┌─ Data excerpts

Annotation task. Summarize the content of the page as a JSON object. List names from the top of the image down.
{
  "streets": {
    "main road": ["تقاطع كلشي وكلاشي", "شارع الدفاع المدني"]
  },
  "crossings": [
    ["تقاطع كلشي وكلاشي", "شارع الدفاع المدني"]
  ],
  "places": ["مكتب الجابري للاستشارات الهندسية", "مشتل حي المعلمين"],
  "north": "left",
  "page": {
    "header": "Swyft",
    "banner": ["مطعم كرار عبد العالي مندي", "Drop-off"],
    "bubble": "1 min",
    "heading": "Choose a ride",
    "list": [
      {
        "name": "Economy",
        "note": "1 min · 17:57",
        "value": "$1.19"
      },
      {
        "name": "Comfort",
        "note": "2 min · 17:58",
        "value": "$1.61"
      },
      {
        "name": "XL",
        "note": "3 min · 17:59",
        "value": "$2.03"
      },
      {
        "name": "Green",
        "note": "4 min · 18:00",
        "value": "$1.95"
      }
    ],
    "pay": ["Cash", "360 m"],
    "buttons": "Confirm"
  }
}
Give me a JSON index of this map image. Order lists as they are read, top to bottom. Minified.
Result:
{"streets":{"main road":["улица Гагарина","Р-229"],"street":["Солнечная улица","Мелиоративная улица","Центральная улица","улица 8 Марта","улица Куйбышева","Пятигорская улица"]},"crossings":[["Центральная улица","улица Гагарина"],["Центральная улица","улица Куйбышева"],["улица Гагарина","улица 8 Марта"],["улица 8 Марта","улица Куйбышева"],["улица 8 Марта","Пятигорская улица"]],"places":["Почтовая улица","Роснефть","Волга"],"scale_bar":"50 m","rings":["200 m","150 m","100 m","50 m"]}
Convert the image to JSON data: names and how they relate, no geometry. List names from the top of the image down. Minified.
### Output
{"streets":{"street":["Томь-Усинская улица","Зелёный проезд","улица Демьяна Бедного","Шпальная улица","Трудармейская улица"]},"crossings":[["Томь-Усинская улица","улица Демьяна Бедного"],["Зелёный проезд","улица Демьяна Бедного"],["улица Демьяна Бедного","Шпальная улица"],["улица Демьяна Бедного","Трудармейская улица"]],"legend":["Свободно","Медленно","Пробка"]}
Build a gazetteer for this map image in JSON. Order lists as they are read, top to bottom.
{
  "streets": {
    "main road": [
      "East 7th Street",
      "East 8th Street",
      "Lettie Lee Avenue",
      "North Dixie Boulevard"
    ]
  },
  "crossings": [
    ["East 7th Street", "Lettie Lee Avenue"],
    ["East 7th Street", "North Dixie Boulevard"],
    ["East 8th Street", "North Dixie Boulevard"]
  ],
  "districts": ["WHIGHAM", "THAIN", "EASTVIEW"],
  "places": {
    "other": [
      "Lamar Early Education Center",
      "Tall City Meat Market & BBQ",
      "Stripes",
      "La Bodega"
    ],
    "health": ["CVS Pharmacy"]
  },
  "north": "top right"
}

└─

Exercise
Which lines of the entries above contain the string "Minified"? Copy each one.

Solution to this problem
Give me a JSON index of this map image. Order lists as they are read, top to bottom. Minified.
Convert the image to JSON data: names and how they relate, no geometry. List names from the top of the image down. Minified.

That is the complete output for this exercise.